Recently many writers who live in the Northwest have been turning their backs on the mainstream world. Instead, they are working with, if not actually creating, new publishing venues that have more in common with the DIY music movement of the '80s and '90s than the New York publishing establishment. In the next few months, The Stranger will look at some Northwest writers whose work is helping to shape the character of our regional literature.

The first writer in this series is Mark Macdonald, who is the author of Flat (a novel) and Home (a collection of stories), both published by Vancouver, BC's Arsenal Pulp Press. Though currently based in Vancouver, Macdonald has lived all over Canada. For the past several years he has worked at Little Sister's bookstore, and he credits bookstores with providing him a more useful education than high school. As a longtime fan of Macdonald's writing, I was glad to be able to formally ask him about his work.


Is there any way in which you regard yourself as a writer of this place, the Pacific Northwest? (I realize how U.S.-centric that phrase is... sorry....)

A significant part of where I'm coming from as a writer is that I require an amount of solitude, both physically and intellectually. For instance, when I'm in a "writing phase" I can't read other fiction--and vice versa. I feel very attached to Vancouver and to the Left Coast because I was born here, [so] the rain, the ocean, the ravens and eagles, the cedar is in my blood. When I go to the mountains, I can name all the flora and fauna, but the desert scares me. I feel I am in my element here as a person and therefore as an artist.


How about more intimate places? Both Flat and Home have images of body as building/building as body, an equation of physical space with psychic space. What's up with that?
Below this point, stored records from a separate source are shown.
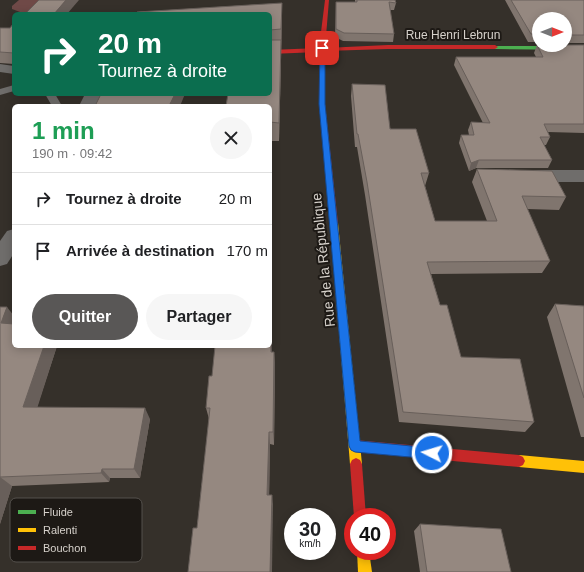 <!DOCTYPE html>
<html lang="fr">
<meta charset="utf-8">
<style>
:root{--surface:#fff;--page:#f6f6f6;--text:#202124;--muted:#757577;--line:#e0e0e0;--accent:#595756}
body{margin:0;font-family:Helvetica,sans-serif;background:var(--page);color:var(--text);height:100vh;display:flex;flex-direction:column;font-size:15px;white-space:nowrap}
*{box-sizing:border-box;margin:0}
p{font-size:13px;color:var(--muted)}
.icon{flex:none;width:22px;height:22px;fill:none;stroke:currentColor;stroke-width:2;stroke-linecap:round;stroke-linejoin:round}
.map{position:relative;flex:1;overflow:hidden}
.sheet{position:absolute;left:12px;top:104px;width:260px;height:244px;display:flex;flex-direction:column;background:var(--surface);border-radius:6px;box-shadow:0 2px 10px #0003}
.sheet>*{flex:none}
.hud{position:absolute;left:12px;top:12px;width:260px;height:84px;border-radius:6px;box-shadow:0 2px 10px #0003;background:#0b6e4f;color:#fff;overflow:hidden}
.needle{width:26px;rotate:90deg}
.controls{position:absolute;left:532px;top:12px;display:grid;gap:8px}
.controls a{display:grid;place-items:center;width:40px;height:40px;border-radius:50%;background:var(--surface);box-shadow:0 2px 10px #0003;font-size:20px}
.speed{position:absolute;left:284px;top:508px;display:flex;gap:8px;font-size:20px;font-weight:700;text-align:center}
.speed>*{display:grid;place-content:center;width:52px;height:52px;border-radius:50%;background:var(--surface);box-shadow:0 2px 10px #0003;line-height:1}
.speed small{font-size:10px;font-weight:400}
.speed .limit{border:6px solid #d22;background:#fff;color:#111}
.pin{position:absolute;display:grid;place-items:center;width:34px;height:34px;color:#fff;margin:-17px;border-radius:8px;box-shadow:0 2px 6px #0006}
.me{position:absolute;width:44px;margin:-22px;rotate:275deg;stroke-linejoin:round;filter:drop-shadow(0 0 3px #0008)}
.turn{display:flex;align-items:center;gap:14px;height:84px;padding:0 20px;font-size:18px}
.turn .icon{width:52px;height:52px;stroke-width:2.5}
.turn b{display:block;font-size:28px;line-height:34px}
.round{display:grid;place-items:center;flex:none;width:42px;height:42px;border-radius:21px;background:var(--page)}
.summary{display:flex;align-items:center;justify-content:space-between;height:68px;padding:0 20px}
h1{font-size:24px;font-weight:700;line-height:30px;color:#1e9e55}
.primary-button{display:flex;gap:8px;margin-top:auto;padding:8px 20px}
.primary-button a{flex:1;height:46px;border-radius:24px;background:var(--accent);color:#fff;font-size:16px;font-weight:700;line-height:46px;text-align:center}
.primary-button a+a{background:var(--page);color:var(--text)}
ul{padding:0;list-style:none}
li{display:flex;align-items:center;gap:12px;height:52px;padding:0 20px;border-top:1px solid var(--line)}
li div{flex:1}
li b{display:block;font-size:15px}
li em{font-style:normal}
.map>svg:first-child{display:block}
.green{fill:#6f4947}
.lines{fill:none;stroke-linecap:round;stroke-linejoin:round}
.lane{fill:#6f6d6b;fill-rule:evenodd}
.street{fill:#6f6d6b;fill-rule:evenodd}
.fast{fill:#4caf50;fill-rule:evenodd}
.slow{fill:#ffc107;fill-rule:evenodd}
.jam{fill:#c62828;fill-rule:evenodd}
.wall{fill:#80756e}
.shaded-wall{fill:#685f5a}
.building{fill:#958880;stroke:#685f5a}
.route{fill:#1a73e8;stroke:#114b97}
.labels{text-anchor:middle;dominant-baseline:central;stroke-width:4;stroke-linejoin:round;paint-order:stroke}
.far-street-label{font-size:12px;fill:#d6d1cb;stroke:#1d1915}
.street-label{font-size:14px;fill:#d6d1cb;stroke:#1d1915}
.key{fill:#1d1915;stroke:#54504c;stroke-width:1}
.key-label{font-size:11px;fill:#d6d1cb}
</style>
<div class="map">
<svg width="584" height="572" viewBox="0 0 584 572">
<rect width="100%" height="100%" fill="#35302a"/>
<path class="green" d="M19,0H48L33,14L20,12L12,9V6Z"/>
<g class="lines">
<g class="lane">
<path d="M14,85V91L0,95V89Z"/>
<path d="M45,94H55L62,106H52Z"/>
</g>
<g class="street">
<path d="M0,64L14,66V74L0,72Z"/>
<path d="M85,94H101L95,106H79Z"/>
<path d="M525,170H584V182H525L519,180L516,176L519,172Z"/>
<path d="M14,229V253L7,264L0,266V241L7,231Z"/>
</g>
<path class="fast" d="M493,46H584V50L495,49L493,48Z"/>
<g class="slow">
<path d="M334,220L338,223L362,464L360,468L356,470L352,468L350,464L330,223Z"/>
<path d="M519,455L584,461V473L519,467L515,465L513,461L515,457Z"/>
<path d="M357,551H369L372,572H358Z"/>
</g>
<g class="jam">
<path d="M325,0H329L325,48L388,45H495L498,47L495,49H388L325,51V104L338,223L334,226L330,223L319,104V52L270,54V50L319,48Z"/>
<path d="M355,440L519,455L523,457L525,461L523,465L519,467L355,452L351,450L349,446L351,442Z"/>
<path d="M356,458L360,460L362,464L366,517H354L350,464L352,460Z"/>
</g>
</g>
<g class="wall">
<path d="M355,0H395L396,3L394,10H390L394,34L393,42L343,41L335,37L336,2H355Z"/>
<path d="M505,0H584V43H565V19H539V42H528Z"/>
<path d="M282,3V19L279,141H270V14Z"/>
<path d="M14,24V64L0,63V28H10Z"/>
<path d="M537,45H584V133L548,132L550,137L546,145H544L552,160L548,168H476L469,171L459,143L461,135H469L468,130L471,122L483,123L454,65L456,57H536L534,53Z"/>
<path d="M352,84L429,173L425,186L435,221H487L472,182L477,169L566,197L559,210L527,209L550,261L542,273L431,274L440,305L461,357L534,422L525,432L399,422L365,195L357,147H355L351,96Z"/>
<path d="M555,304L584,306V437H581L547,317Z"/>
<path d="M0,307L14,346H57L37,407L150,419L140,478H110L109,482L12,486L0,524Z"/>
<path d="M272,352H274L275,367L274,445L270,444L269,495L273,505L197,528L209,419L206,408Z"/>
<path d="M420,524L511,572H420L414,531Z"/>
</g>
<g class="shaded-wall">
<path d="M66,0H79L67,14H54Z"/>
<path d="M282,3V46L281,29Z"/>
<path d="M281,40V57L279,141V123Z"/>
<path d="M175,94H185L180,106H169Z"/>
<path d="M479,160L476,168L469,171L471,163Z"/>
<path d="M7,307L14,316V327L1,323Z"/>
<path d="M271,337L272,352H271Z"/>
<path d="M44,346H57L34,418L23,407Z"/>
<path d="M274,352L275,367L274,445L273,432Z"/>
<path d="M145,408L150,419L140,478L134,469Z"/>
<path d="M269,432L270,444L269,505L267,495Z"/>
<path d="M102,469L110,478L109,482L101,473Z"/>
<path d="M0,477L12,486L0,524Z"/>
<path d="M272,495L273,505L272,572H270Z"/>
</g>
<g class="building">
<path d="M39,0H66L54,14H25Z"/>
<path d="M357,0H395L396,3L389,2L394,34L344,33L336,29V2H357Z"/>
<path d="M511,0H584V35H565V19H539V34H531Z"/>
<path d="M282,3L281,29L270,30V14H136L137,12Z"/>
<path d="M13,24H14V53L0,52V28H10Z"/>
<path d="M270,40H281L279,123L270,122V106H226L228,94H270Z"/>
<path d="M537,45H584V124H544L550,137H540L552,160H479L471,163L461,135H474L471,122L490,123L456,57H543Z"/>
<path d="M352,84L385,85L390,129H416L429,173H421L435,221H497L477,169L552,171L566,197L522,196L550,261L427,262L440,305H447L461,357L520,359L534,422L403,412L367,182L358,134H357Z"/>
<path d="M101,94H175L169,106H95Z"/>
<path d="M555,304L584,306V398Z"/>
<path d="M0,307H7L1,323L14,324V346H44L23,407L145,408L134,469H102L101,473L0,477Z"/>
<path d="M270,337H271V352H274L273,432H269L267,495H272L270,572H188L193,528H197L210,408H206L209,376H212L215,346H270Z"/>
<path d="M420,524L501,529L511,572H427Z"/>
</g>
<path class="route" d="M320,47L325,48V104L360,441L432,448L436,449L437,453L436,457L432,459L355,452L351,450L349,446L319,104Z"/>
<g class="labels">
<g class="far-street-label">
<text x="453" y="35">Rue Henri Lebrun</text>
</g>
<g class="street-label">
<text transform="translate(323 260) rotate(-96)">Rue de la République</text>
</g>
</g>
<rect x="10" y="498" width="132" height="64" rx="6" class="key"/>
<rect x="18" y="510" width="18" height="4" fill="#4caf50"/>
<rect x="18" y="528" width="18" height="4" fill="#ffc107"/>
<rect x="18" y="546" width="18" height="4" fill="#c62828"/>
<g class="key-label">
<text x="43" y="516">Fluide</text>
<text x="43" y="534">Ralenti</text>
<text x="43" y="552">Bouchon</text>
</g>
</svg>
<div class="controls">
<a><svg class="needle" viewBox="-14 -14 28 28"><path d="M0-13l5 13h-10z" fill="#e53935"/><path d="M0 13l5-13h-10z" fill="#757577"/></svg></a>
</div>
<div class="speed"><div>30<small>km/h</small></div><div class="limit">40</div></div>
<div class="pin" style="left:322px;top:48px;background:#d93025"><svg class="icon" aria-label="arrive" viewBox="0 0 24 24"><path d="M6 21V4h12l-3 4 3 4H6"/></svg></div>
<svg class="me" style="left:432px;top:453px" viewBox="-20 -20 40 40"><circle r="17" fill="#1a73e8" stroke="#fff" stroke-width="3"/><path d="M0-11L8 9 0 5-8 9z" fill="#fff"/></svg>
<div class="hud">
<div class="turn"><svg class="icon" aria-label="right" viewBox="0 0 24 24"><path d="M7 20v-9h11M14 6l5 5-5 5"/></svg><div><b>20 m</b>Tournez à droite</div></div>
</div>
<section class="sheet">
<div class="summary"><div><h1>1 min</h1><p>190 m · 09:42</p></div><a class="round"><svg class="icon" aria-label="close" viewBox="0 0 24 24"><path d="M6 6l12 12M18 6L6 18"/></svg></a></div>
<ul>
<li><svg class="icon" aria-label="right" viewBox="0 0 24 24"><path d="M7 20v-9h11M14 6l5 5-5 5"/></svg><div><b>Tournez à droite</b></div><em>20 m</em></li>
<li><svg class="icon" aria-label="arrive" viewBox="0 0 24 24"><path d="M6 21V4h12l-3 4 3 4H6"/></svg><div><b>Arrivée à destination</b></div><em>170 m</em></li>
</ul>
<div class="primary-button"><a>Quitter</a><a>Partager</a></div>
</section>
</div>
I spent my childhood moving about from one province to another as my mother remarried and moved to Ontario. Later, she was diagnosed with cancer, and we moved to Victoria. When she died, I moved to Edmonton to live with my father, who, true to form, moved us back to Vancouver. By the end of high school, I had attended seven different schools, which makes a kid self-dependent in terms of friends/entertainment/fantasy. But more significantly, after watching my father also die from cancer, [I began to work with] the notion that the breakdown of human cells beyond our control relates strongly to the idea of slowly collapsing architecture. I think this is most obvious in "Walls" [a story from Home], but it directed the flow of Flat as well. I have a fascination with the idea that, as in illness or the entropy of any other physical structure--or in madness--there is a progression and development at the same time as being a slow loss, decay, and regression. In "A Space Called Love" [also in Home], the central figure's work is only finished when he embraces his own decomposition.


Your work also has lots of images of weird inhabitations or disruptions of the human body--a part of a cut-off finger or part of an arm. What's this about?

The reality of cancer is that the body begins to digest itself. We spend our lives trying to understand what happens outside of us, and at the end of many of our lives, we puzzle on the meaning of what's happening inside of us. When you lose a limb, there is nothing to be understood about it. There is only facing the new reality of the situation. How shall I adapt to this new information? With a relatively high experience of cancer, AIDS, madness, and just the disruption of my own life, my writing is informed by new situations and unexpected turns. It is like post-magic realism. The magic is drained away by the banal facts of life, and by our desire to simply do the best we can as we are faced with new information.


Are you working on anything now?

I do have another novel in mind, and I'd like to work out a longer piece than I have to date, but one hates to discuss the details publicly.